Dataset entries:
---------------

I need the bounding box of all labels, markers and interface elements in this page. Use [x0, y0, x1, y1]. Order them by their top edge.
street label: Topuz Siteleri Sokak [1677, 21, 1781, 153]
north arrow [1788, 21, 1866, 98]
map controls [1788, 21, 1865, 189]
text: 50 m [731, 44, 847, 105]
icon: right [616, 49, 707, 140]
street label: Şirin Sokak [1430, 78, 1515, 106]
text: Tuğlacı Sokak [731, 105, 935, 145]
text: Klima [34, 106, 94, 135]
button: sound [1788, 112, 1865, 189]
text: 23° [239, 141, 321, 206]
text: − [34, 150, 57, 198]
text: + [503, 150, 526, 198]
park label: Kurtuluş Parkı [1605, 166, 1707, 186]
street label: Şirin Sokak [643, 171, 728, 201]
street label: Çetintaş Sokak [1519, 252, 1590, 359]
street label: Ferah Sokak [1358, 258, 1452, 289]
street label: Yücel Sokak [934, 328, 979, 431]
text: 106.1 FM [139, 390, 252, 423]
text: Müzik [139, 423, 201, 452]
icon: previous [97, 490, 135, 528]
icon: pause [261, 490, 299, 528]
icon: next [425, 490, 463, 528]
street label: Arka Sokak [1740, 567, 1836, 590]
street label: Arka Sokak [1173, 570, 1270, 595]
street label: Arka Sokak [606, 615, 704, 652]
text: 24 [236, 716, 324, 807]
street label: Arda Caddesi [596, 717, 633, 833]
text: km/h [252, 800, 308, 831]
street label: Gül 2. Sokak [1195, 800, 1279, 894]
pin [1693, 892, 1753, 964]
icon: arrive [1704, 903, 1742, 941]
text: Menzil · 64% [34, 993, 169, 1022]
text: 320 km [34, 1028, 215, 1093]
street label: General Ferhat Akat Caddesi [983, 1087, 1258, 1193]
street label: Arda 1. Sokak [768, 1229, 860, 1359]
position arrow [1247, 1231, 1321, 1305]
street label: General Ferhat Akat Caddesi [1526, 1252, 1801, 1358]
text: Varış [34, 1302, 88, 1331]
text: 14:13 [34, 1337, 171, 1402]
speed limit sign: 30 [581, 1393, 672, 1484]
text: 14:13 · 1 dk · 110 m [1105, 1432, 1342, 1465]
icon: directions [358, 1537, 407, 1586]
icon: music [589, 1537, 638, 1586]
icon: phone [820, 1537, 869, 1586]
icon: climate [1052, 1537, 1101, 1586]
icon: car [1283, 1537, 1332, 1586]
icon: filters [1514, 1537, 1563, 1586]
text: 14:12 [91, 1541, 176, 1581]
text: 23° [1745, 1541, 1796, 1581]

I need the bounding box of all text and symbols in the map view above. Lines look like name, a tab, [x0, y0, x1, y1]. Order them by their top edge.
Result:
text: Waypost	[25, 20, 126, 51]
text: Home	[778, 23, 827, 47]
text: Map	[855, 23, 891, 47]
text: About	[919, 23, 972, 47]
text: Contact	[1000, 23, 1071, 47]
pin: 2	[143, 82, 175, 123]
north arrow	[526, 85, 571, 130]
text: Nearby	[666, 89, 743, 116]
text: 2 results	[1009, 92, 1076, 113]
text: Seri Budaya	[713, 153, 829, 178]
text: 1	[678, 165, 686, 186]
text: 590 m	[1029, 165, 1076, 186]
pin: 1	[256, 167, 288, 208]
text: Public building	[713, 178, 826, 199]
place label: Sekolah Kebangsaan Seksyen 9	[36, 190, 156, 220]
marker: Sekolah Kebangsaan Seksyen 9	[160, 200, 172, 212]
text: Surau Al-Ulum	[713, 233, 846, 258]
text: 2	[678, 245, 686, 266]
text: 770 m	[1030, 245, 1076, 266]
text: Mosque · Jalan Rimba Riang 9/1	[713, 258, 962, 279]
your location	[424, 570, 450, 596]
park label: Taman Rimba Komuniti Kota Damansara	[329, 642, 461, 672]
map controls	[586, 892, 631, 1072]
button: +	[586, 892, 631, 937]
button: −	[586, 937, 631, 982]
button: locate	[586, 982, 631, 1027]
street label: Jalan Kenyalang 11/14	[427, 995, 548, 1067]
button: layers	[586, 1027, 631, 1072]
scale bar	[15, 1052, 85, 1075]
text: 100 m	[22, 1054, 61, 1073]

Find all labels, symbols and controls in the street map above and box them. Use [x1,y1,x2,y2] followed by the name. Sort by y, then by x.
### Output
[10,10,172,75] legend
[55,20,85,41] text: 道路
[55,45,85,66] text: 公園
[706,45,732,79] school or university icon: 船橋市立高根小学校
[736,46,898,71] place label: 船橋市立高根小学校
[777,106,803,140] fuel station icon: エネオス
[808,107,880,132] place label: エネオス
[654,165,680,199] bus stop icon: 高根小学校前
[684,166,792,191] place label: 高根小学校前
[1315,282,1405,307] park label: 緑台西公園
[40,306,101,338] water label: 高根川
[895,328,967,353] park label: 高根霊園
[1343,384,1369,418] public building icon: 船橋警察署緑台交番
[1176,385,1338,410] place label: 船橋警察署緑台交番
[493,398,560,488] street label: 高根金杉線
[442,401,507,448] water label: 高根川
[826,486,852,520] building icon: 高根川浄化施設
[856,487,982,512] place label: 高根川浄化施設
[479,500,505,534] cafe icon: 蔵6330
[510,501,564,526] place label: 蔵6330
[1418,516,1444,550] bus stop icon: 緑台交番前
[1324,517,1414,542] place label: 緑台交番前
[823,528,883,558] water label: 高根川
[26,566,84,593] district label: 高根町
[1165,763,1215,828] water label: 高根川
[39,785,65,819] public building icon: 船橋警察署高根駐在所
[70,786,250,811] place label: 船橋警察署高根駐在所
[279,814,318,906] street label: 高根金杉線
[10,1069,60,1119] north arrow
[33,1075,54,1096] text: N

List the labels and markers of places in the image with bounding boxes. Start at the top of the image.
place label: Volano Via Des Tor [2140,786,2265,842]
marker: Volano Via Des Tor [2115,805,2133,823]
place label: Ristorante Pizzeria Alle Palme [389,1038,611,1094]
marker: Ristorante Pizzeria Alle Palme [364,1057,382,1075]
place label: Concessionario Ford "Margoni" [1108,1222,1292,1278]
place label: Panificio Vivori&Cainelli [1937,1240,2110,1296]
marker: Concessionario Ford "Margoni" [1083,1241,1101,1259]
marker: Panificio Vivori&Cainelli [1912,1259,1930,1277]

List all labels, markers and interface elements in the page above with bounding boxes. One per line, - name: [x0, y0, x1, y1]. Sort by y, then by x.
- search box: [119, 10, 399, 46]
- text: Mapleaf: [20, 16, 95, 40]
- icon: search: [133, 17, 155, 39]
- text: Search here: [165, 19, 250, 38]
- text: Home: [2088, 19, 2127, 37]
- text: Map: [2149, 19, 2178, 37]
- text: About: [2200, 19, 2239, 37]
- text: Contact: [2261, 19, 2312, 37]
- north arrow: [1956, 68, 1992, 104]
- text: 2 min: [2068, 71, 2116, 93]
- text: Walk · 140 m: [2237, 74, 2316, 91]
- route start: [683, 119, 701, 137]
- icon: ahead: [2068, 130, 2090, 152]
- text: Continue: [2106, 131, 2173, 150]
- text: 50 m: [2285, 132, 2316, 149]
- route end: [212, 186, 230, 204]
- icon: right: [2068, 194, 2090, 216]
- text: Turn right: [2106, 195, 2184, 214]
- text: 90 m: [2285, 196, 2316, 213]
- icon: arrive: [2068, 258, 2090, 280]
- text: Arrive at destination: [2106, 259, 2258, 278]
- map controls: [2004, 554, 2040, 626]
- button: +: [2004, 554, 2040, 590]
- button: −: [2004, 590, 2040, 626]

---------------

◆ What to work on
Return all the lines shown above, word for word.

◆ Task response
I need the bounding box of all labels, markers and interface elements in this page. Use [x0, y0, x1, y1]. Order them by their top edge.
street label: Topuz Siteleri Sokak [1677, 21, 1781, 153]
north arrow [1788, 21, 1866, 98]
map controls [1788, 21, 1865, 189]
text: 50 m [731, 44, 847, 105]
icon: right [616, 49, 707, 140]
street label: Şirin Sokak [1430, 78, 1515, 106]
text: Tuğlacı Sokak [731, 105, 935, 145]
text: Klima [34, 106, 94, 135]
button: sound [1788, 112, 1865, 189]
text: 23° [239, 141, 321, 206]
text: − [34, 150, 57, 198]
text: + [503, 150, 526, 198]
park label: Kurtuluş Parkı [1605, 166, 1707, 186]
street label: Şirin Sokak [643, 171, 728, 201]
street label: Çetintaş Sokak [1519, 252, 1590, 359]
street label: Ferah Sokak [1358, 258, 1452, 289]
street label: Yücel Sokak [934, 328, 979, 431]
text: 106.1 FM [139, 390, 252, 423]
text: Müzik [139, 423, 201, 452]
icon: previous [97, 490, 135, 528]
icon: pause [261, 490, 299, 528]
icon: next [425, 490, 463, 528]
street label: Arka Sokak [1740, 567, 1836, 590]
street label: Arka Sokak [1173, 570, 1270, 595]
street label: Arka Sokak [606, 615, 704, 652]
text: 24 [236, 716, 324, 807]
street label: Arda Caddesi [596, 717, 633, 833]
text: km/h [252, 800, 308, 831]
street label: Gül 2. Sokak [1195, 800, 1279, 894]
pin [1693, 892, 1753, 964]
icon: arrive [1704, 903, 1742, 941]
text: Menzil · 64% [34, 993, 169, 1022]
text: 320 km [34, 1028, 215, 1093]
street label: General Ferhat Akat Caddesi [983, 1087, 1258, 1193]
street label: Arda 1. Sokak [768, 1229, 860, 1359]
position arrow [1247, 1231, 1321, 1305]
street label: General Ferhat Akat Caddesi [1526, 1252, 1801, 1358]
text: Varış [34, 1302, 88, 1331]
text: 14:13 [34, 1337, 171, 1402]
speed limit sign: 30 [581, 1393, 672, 1484]
text: 14:13 · 1 dk · 110 m [1105, 1432, 1342, 1465]
icon: directions [358, 1537, 407, 1586]
icon: music [589, 1537, 638, 1586]
icon: phone [820, 1537, 869, 1586]
icon: climate [1052, 1537, 1101, 1586]
icon: car [1283, 1537, 1332, 1586]
icon: filters [1514, 1537, 1563, 1586]
text: 14:12 [91, 1541, 176, 1581]
text: 23° [1745, 1541, 1796, 1581]

I need the bounding box of all text and symbols in the map view above. Lines look like name, a tab, [x0, y0, x1, y1]. Order them by their top edge.
Result:
text: Waypost	[25, 20, 126, 51]
text: Home	[778, 23, 827, 47]
text: Map	[855, 23, 891, 47]
text: About	[919, 23, 972, 47]
text: Contact	[1000, 23, 1071, 47]
pin: 2	[143, 82, 175, 123]
north arrow	[526, 85, 571, 130]
text: Nearby	[666, 89, 743, 116]
text: 2 results	[1009, 92, 1076, 113]
text: Seri Budaya	[713, 153, 829, 178]
text: 1	[678, 165, 686, 186]
text: 590 m	[1029, 165, 1076, 186]
pin: 1	[256, 167, 288, 208]
text: Public building	[713, 178, 826, 199]
place label: Sekolah Kebangsaan Seksyen 9	[36, 190, 156, 220]
marker: Sekolah Kebangsaan Seksyen 9	[160, 200, 172, 212]
text: Surau Al-Ulum	[713, 233, 846, 258]
text: 2	[678, 245, 686, 266]
text: 770 m	[1030, 245, 1076, 266]
text: Mosque · Jalan Rimba Riang 9/1	[713, 258, 962, 279]
your location	[424, 570, 450, 596]
park label: Taman Rimba Komuniti Kota Damansara	[329, 642, 461, 672]
map controls	[586, 892, 631, 1072]
button: +	[586, 892, 631, 937]
button: −	[586, 937, 631, 982]
button: locate	[586, 982, 631, 1027]
street label: Jalan Kenyalang 11/14	[427, 995, 548, 1067]
button: layers	[586, 1027, 631, 1072]
scale bar	[15, 1052, 85, 1075]
text: 100 m	[22, 1054, 61, 1073]

Find all labels, symbols and controls in the street map above and box them. Use [x1,y1,x2,y2] followed by the name. Sort by y, then by x.
### Output
[10,10,172,75] legend
[55,20,85,41] text: 道路
[55,45,85,66] text: 公園
[706,45,732,79] school or university icon: 船橋市立高根小学校
[736,46,898,71] place label: 船橋市立高根小学校
[777,106,803,140] fuel station icon: エネオス
[808,107,880,132] place label: エネオス
[654,165,680,199] bus stop icon: 高根小学校前
[684,166,792,191] place label: 高根小学校前
[1315,282,1405,307] park label: 緑台西公園
[40,306,101,338] water label: 高根川
[895,328,967,353] park label: 高根霊園
[1343,384,1369,418] public building icon: 船橋警察署緑台交番
[1176,385,1338,410] place label: 船橋警察署緑台交番
[493,398,560,488] street label: 高根金杉線
[442,401,507,448] water label: 高根川
[826,486,852,520] building icon: 高根川浄化施設
[856,487,982,512] place label: 高根川浄化施設
[479,500,505,534] cafe icon: 蔵6330
[510,501,564,526] place label: 蔵6330
[1418,516,1444,550] bus stop icon: 緑台交番前
[1324,517,1414,542] place label: 緑台交番前
[823,528,883,558] water label: 高根川
[26,566,84,593] district label: 高根町
[1165,763,1215,828] water label: 高根川
[39,785,65,819] public building icon: 船橋警察署高根駐在所
[70,786,250,811] place label: 船橋警察署高根駐在所
[279,814,318,906] street label: 高根金杉線
[10,1069,60,1119] north arrow
[33,1075,54,1096] text: N

List the labels and markers of places in the image with bounding boxes. Start at the top of the image.
place label: Volano Via Des Tor [2140,786,2265,842]
marker: Volano Via Des Tor [2115,805,2133,823]
place label: Ristorante Pizzeria Alle Palme [389,1038,611,1094]
marker: Ristorante Pizzeria Alle Palme [364,1057,382,1075]
place label: Concessionario Ford "Margoni" [1108,1222,1292,1278]
place label: Panificio Vivori&Cainelli [1937,1240,2110,1296]
marker: Concessionario Ford "Margoni" [1083,1241,1101,1259]
marker: Panificio Vivori&Cainelli [1912,1259,1930,1277]

List all labels, markers and interface elements in the page above with bounding boxes. One per line, - name: [x0, y0, x1, y1]. Sort by y, then by x.
- search box: [119, 10, 399, 46]
- text: Mapleaf: [20, 16, 95, 40]
- icon: search: [133, 17, 155, 39]
- text: Search here: [165, 19, 250, 38]
- text: Home: [2088, 19, 2127, 37]
- text: Map: [2149, 19, 2178, 37]
- text: About: [2200, 19, 2239, 37]
- text: Contact: [2261, 19, 2312, 37]
- north arrow: [1956, 68, 1992, 104]
- text: 2 min: [2068, 71, 2116, 93]
- text: Walk · 140 m: [2237, 74, 2316, 91]
- route start: [683, 119, 701, 137]
- icon: ahead: [2068, 130, 2090, 152]
- text: Continue: [2106, 131, 2173, 150]
- text: 50 m: [2285, 132, 2316, 149]
- route end: [212, 186, 230, 204]
- icon: right: [2068, 194, 2090, 216]
- text: Turn right: [2106, 195, 2184, 214]
- text: 90 m: [2285, 196, 2316, 213]
- icon: arrive: [2068, 258, 2090, 280]
- text: Arrive at destination: [2106, 259, 2258, 278]
- map controls: [2004, 554, 2040, 626]
- button: +: [2004, 554, 2040, 590]
- button: −: [2004, 590, 2040, 626]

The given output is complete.